Harrogate man: ‘My college days with Freddie Mercury’

Traditional Harrogate signwriter Paul Humberstone, left, as an art student in London in 1968 with friend and fellow student Freddie Mercury.
Traditional Harrogate signwriter Paul Humberstone, left, as an art student in London in 1968 with friend and fellow student Freddie Mercury.

Fifty years after he went to art college with rock star Freddie Mercury, a Harrogate man is looking back at those heady times - and how Harrogate was then.

Paul Humberstone, 70, still puts his talents to artistic use in Harrogate; he is one of only a handful of traditional signwriters nationwide who still use the old techniques of hand painting signs and gold leaf on commissions from the likes of the Old Bell Tavern, Daleside Brewery and Welcome to Ripon.

Nostalgia - A happy couple in Harrogates Valley Gardens in 1968 taken from Paul Humberstones book of Harrogate photos from the times.

Nostalgia - A happy couple in Harrogates Valley Gardens in 1968 taken from Paul Humberstones book of Harrogate photos from the times.


But he started to learn his trade at Ealing Art College in 1968 where one of his best friends was Freddie Bulsara - or Freddie Mercury as he was to be known after forming the rock band Queen in 1970.


By sheer accident, Paul’s flat when he was a student all those years ago became the centre for Freddie’s earliest dabblings in the rock and pop world.


Paul, who lives in Harrogate but has his traditional signwriting and creative artwork workshop in Sharow near Ripon, said he and Freddie quickly became good friends even though the future international superstar struggled with the Harrogate youngster’s accent.


The talented father of four and grandfather to three said: “Me and some friends from Harrogate Art College, as it was then on Victoria Avenue, had to pick another college for the fourth year of out studies, so we decided to go to Ealing.
“As we were walking around the college, which seemed massive, we passed an open door which turned out to be full of young women. We saw a bloke with black hair, the only lad in the whole classroom and we thought “lucky boy.”
“A week later the same lad walked into the graphics room and said he was bored and had managed to change courses. It was the first time we met Fred.”


At that point Freddie wasn’t the fully-formed flamboyant character who inspired the recent movie Bohemian Rhapsody by X-Men director Bryan Singer.
There were a few clues, however, Paul said.


“He was a private person and quiet until the subject of music came up, then he changed... often saying, “I’m going to be a legend darling!”
We never believed it. He was such a nice character always singing, but not loud. He adored Jimi Hendrix and played air guitar on the rulers at college.
“I would say on a personal level Fred and I got on well, though he probably couldn’t understand my northern accent. But he did try and we aways had a laugh with him
“I remember a little touching moment when we were sharing a joke together and he looked at me and just said very quietly “oh Harold you are a one.” It was a bit like comedian Dick Emery but with pathos.
“We all thought Fred was a bit effeminate; he spoke with heavy lisp. But he had girlfriends at the time.
“We never knew about his really private life or were even that bothered about it.”

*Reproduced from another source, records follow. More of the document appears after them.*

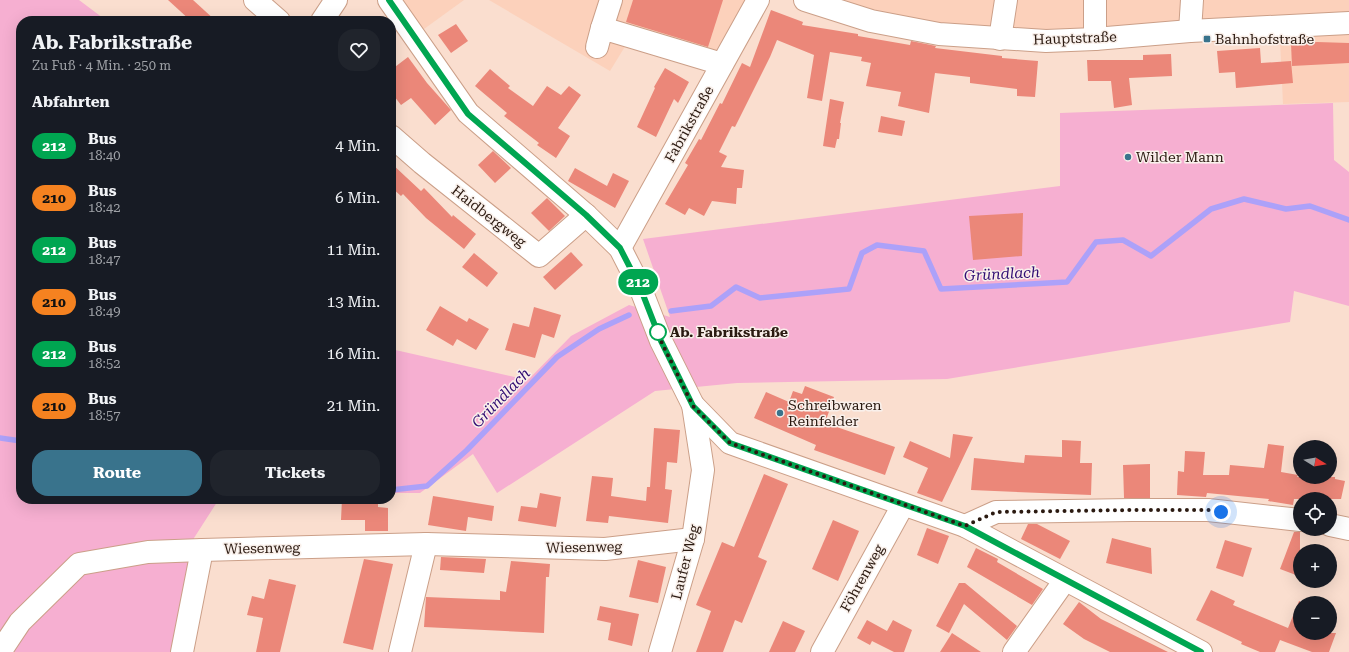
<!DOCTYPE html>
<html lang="de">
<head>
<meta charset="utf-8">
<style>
  body { margin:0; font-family:"Roboto Serif",serif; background:#20242c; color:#f1f3f6; height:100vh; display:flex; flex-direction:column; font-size:15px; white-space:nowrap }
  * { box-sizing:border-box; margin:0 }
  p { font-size:13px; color:#9ea1a6 }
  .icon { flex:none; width:22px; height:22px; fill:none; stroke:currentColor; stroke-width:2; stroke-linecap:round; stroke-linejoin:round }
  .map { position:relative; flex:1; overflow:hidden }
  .details { position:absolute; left:16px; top:16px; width:380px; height:488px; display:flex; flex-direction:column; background:#171b24; border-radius:16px; box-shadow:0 4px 16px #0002 }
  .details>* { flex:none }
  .badge { padding:0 8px; border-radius:13px; font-size:14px; line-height:26px }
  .needle { width:26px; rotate:101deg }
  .tools { position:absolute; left:1293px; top:440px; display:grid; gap:8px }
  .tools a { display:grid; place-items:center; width:44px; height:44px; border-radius:50%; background:#171b24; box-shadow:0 4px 16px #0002; font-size:20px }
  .you { position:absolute; width:20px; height:20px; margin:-10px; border:3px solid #fff; border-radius:50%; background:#1a73e8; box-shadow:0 0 0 6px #1a73e833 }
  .map>.badge { position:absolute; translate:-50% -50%; box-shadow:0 0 0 2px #fff }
  h2 { padding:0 16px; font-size:15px; line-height:36px }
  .round { display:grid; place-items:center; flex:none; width:42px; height:42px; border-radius:16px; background:#20242c }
  .headline { display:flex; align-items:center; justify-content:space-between; height:68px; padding:0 16px }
  h1 { font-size:19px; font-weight:700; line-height:30px }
  .button { display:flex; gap:8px; margin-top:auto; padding:8px 16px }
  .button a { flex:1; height:46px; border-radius:16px; background:#39738c; color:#fff; font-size:16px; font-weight:700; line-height:46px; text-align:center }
  .button a+a { background:#20242c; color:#f1f3f6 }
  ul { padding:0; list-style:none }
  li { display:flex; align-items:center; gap:12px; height:52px; padding:0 16px }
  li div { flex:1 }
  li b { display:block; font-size:15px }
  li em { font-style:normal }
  li .badge { min-width:44px; font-weight:700; text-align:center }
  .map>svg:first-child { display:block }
  .built { fill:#fcd1bb }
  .green { fill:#f6afd1 }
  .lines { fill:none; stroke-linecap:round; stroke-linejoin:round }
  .stream { stroke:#aca1f9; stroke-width:5.5 }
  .building { fill:#eb8779 }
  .minor-casing { stroke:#cb9f88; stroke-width:24 }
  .minor { stroke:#fff; stroke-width:22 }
  .line-casing { stroke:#fff; stroke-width:9 }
  .line { stroke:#00a651; stroke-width:6 }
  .walk { stroke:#2b1a11; stroke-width:4; stroke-dasharray:0 7.2 }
  .poi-dot { fill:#39738c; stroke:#f9f0eb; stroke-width:1.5 }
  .stop-dot { fill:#fff; stroke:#00a651; stroke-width:2 }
  .labels { text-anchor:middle; stroke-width:3; stroke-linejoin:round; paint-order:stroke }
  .street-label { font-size:14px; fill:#2b1a11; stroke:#f9f0eb }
  .poi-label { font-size:14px; fill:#2b1a11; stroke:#f9f0eb; text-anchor:start }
  .stop-label { font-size:14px; font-weight:bold; fill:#2b1a11; stroke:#f9f0eb; text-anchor:start }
  .water-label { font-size:15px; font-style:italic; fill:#310c73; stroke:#f9f0eb }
</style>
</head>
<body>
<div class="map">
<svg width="1349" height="652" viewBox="0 0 1349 652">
  <rect width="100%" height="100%" fill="#fadecf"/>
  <g class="built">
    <polygon points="383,0 464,0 424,29"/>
    <polygon points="489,0 755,0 718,67 629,40 610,71"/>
    <polygon points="814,0 1349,0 1349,102 1283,104 1280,40 1046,39 1002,37"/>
  </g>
  <g class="green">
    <polygon points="0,0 79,0 107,21 21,21 21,499 219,499 194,538 172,652 0,652"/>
    <polygon points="1333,103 1334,160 1349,172 1349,306 1294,291 1290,322 947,379 737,383 655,391 497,493 473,454 420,493 391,493 391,349 528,380 571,336 629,305 670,317 643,239 1060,186 1060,113"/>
  </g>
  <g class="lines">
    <g class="stream">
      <polyline points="671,311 711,306 736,287 760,298 849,289 862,253 877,245 924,251 941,289 1067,282 1096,242 1123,240 1151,256 1211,209 1244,199 1286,209 1310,206 1349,220"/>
      <polyline points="0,438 21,441"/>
      <polyline points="391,490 427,486 467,450 557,357 599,329 629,315"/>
    </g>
  </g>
  <g class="building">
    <polygon points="168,0 193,0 216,21 191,21"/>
    <polygon points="633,0 723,0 708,47 626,22"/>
    <polygon points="771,10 803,22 802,25 858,34 858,36 910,45 911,41 936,46 935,48 1002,56 1002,58 1038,61 1035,97 1017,96 1017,89 970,83 970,77 935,73 929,113 898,106 901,92 866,86 871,63 861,61 862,57 830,52 822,101 807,98 814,55 777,40 770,57 735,127 732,126 719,152 727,156 721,167 744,170 742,188 737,188 736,204 712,201 704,216 689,208 685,215 665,204 688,165 685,163 699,139 701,140 720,103 722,104 742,63 750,67"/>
    <polygon points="456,24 468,41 451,53 438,35"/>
    <polygon points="1317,42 1349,43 1349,63 1292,66 1291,44"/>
    <polygon points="1260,48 1261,63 1291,61 1293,83 1236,88 1235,72 1219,73 1217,51"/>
    <polygon points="1171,54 1172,76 1129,78 1132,105 1114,108 1111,81 1088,81 1087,60 1143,60 1143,55"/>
    <polygon points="408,57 427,83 451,110 435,125 411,98 401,105 391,92 391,70"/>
    <polygon points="665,68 689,82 678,103 674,99 656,137 637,127 655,88 654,87"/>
    <polygon points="490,69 510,86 508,88 533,106 547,86 561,95 569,86 581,95 558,128 570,136 556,158 537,145 539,143 504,116 507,113 475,86"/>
    <polygon points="830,99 844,102 840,123 841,123 839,139 837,139 835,148 823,146"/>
    <polygon points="881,116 905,121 902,136 878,132"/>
    <polygon points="493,151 511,168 495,183 478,165"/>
    <polygon points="391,163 421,191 424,188 452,217 453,215 476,234 464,249 426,218 403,194 401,196 391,187"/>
    <polygon points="575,168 607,186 613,173 629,181 615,208 568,181"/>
    <polygon points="547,198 565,216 549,231 531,213"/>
    <polygon points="1023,213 1022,256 973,260 969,216"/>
    <polygon points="571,252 583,265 555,290 543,277"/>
    <polygon points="474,253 498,273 487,287 462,267"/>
    <polygon points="440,306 467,322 469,318 489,329 476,350 457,339 453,346 426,330"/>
    <polygon points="534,307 561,315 554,338 542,334 535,358 505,350 513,323 529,327"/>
    <polygon points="805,386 834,397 825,423 895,447 885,475 814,450 816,445 754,418 766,392 789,402 793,391 802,394"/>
    <polygon points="654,428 680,430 677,463 667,462 665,489 672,490 668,523 609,516 608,523 586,521 592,476 613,478 611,496 646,501 647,487 650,487"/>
    <polygon points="953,434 973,437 942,502 917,493 928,468 903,457 910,441 950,458"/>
    <polygon points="1062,440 1081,441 1080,463 1092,463 1091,495 971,490 974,458 1024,463 1025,455 1062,457"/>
    <polygon points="1268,444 1284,446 1281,472 1298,475 1297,477 1335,477 1335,479 1345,481 1341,499 1294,499 1293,505 1268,501 1269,499 1207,493 1206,497 1177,495 1178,471 1184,472 1185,451 1205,452 1203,475 1229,475 1230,465 1264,468"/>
    <polygon points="1150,464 1150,498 1124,498 1123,465"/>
    <polygon points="764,474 788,484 758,557 767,561 742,623 735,620 723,652 696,652 711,611 696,605 722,542 734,547"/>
    <polygon points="540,493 561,497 556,527 518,521 521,506 537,508"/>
    <polygon points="433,496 494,506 492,521 468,517 466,531 428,525"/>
    <polygon points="342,499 378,499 378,507 388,508 388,531 365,531 365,520 341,520"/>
    <polygon points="833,520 859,531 838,581 812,569"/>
    <polygon points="1028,524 1037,524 1070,541 1060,559 1021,539"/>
    <polygon points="927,528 949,536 938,564 917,555"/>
    <polygon points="1294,532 1300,532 1300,565 1296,575 1280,569"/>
    <polygon points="1112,538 1151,548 1152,574 1106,563"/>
    <polygon points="1225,540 1252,548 1243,577 1216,568"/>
    <polygon points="976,548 998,559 997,562 1043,589 1032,605 967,567"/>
    <polygon points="441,557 486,559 484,573 440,570"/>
    <polygon points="364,559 393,564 373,650 343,643"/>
    <polygon points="638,560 666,567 658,603 629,597"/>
    <polygon points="511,561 550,564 549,577 546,577 544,633 424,627 426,597 500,600 500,591 506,592"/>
    <polygon points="269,579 296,585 280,652 256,652 263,618 247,615 252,596 264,599"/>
    <polygon points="959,583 965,583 1017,626 1007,640 964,604 949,633 936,626"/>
    <polygon points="1211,590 1235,601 1233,605 1288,628 1299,601 1300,601 1300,633 1336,633 1329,652 1312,652 1280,640 1275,652 1260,652 1241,644 1242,642 1196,620"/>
    <polygon points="1079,602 1101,619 1168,652 1110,652 1084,639 1063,624"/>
    <polygon points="600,606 639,614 632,646 608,640 611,623 597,620"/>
    <polygon points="867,620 887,631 893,620 912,630 904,652 894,652 872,641 870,645 857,638"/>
    <polygon points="783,621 805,631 795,652 769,652"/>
    <polygon points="952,633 981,652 940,652"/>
  </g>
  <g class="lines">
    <g class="minor-casing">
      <g id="minor">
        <polyline points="255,0 279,21"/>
        <polyline points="389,0 468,113 586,215 620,248 640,287 661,341 693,405 730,443 965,526 1201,652"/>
        <polyline points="805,0 871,21 939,34 1046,41 1095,39 1190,31 1349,23"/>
        <polyline points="322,21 336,0"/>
        <polyline points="602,28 611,0"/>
        <polyline points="1190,31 1192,0"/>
        <polyline points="1000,39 1006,0"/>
        <polyline points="1095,39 1095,0"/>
        <polyline points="597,47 602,28 722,64"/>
        <polyline points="391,136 422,163 539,256 586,215"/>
        <polyline points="620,248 758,0"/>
        <polyline points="1330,525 1349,529"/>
        <polyline points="965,526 996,512 1132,510 1208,510 1300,520"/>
        <polyline points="0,652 20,622 79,564 148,552 202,550 426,544 605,549 693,539"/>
        <polyline points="182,652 202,550"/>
        <polyline points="400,652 426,544"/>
        <polyline points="660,652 693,539 703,470 693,405"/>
        <polyline points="822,652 903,505"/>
        <polyline points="1014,652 1065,580"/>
      </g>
    </g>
    <use href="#minor" class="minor"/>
  </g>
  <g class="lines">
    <g class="line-casing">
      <polyline id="line" points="389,0 468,114 586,215 620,248 640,287 661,341 693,406 730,443 965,526 1201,652"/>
    </g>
    <use href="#line" class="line"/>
    <polyline class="walk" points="658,332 656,327 661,341 693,406 730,443 965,526 996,512 1132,510 1208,510 1221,512"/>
  </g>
  <g class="poi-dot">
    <rect x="1203" y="35" width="8" height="8" rx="2"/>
    <circle cx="1128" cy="157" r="4"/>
    <circle cx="780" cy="413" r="4"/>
  </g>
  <circle class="stop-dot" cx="658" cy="332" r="8"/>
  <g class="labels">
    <g class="street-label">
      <text transform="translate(1075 38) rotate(-2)" y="5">Hauptstraße</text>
      <text transform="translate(689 124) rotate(-61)" y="5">Fabrikstraße</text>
      <text transform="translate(489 216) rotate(38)" y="5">Haidbergweg</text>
      <text transform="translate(584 547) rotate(-1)" y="5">Wiesenweg</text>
      <text transform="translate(262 548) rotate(-1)" y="5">Wiesenweg</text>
      <text transform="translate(685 562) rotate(-76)" y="5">Laufer Weg</text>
      <text transform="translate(862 578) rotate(-61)" y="5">Föhrenweg</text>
    </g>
    <g class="poi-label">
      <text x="1215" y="44">Bahnhofstraße</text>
      <text x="1136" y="162">Wilder Mann</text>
      <text x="788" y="410">Schreibwaren<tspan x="788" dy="16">Reinfelder</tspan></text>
    </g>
    <g class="stop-label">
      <text x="670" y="337">Ab. Fabrikstraße</text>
    </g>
    <g class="water-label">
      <text transform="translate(1002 274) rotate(-3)" y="5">Gründlach</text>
      <text transform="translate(501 398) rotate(-46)" y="5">Gründlach</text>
    </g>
  </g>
</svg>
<div class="tools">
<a><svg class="needle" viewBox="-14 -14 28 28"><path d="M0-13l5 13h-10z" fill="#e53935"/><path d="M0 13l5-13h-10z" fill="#9ea1a6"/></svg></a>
<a><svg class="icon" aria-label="locate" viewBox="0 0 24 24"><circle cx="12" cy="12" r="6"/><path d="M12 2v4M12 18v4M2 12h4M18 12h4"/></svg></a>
<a>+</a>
<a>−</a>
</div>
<div class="you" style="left:1221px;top:512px"></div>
<b class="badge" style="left:638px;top:282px;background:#00a651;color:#fff">212</b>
<section class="details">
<div class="headline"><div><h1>Ab. Fabrikstraße</h1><p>Zu Fuß · 4 Min. · 250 m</p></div><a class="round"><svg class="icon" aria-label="heart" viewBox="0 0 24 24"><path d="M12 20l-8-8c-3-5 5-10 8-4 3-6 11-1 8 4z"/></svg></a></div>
<h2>Abfahrten</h2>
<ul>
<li><span class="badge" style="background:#00a651;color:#fff">212</span><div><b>Bus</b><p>18:40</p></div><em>4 Min.</em></li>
<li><span class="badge" style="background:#f58220;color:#111">210</span><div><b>Bus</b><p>18:42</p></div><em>6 Min.</em></li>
<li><span class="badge" style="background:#00a651;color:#fff">212</span><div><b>Bus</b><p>18:47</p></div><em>11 Min.</em></li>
<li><span class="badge" style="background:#f58220;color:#111">210</span><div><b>Bus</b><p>18:49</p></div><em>13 Min.</em></li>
<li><span class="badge" style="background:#00a651;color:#fff">212</span><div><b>Bus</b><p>18:52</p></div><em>16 Min.</em></li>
<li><span class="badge" style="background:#f58220;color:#111">210</span><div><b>Bus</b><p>18:57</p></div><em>21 Min.</em></li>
</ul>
<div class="button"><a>Route</a><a>Tickets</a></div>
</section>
</div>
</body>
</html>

As for the recent movie about Queen’s early years starring Rami Malek as Freddie, Paul has seen it and enjoyed it with a few reservations.
He said: “I thought it was good film. The actor playing Brian May was excellent. But Roger Taylor was far too beefy and the actor playing Queen’s first bassist Tim Staffell was nothing like him.
“The worst bit in the movie was when they showed Fred drinking a pint... He was always a ‘spirits only please darling’ man.”


These were exciting times for Paul, living in London in the late 1960s in a flat in Addison Gardens, London W14 with fellow student Chris Smith. It soon became the place where Freddie would hang out, just around the corner from another flat which was occupied by, among others, future Queen drummer Roger Taylor.


But Paul always felt the pull of the north and came back to Harrogate, even producing an atmospheric book of photographs at the time called Sulphur, Sunshine & Lace: Impressions of Harrogate.


Then, as now, the town’s gems which Paul shot in grainy, artistic black and white, were the expected - Valley Gardens, the Royal Hall, the Hales Bar and Farrah’s Toffee Shop.
“I was back up in Harrogate at Easter time in 1968 where my family lived in Franklin Road abnd I’d brought my college 35mm camera.
“It was a warm sunny day and I wandered around, just messing about really.
“Back then nobody in Ealing went to Yorkshire. When they saw my photographs, my college friends were amazed that in the soot-covered grimy landscape covered in smoking chimneys up north there could be such a beautiful place as my town of Harrogate.
“I think my book caught some of Harrogate’s charm.”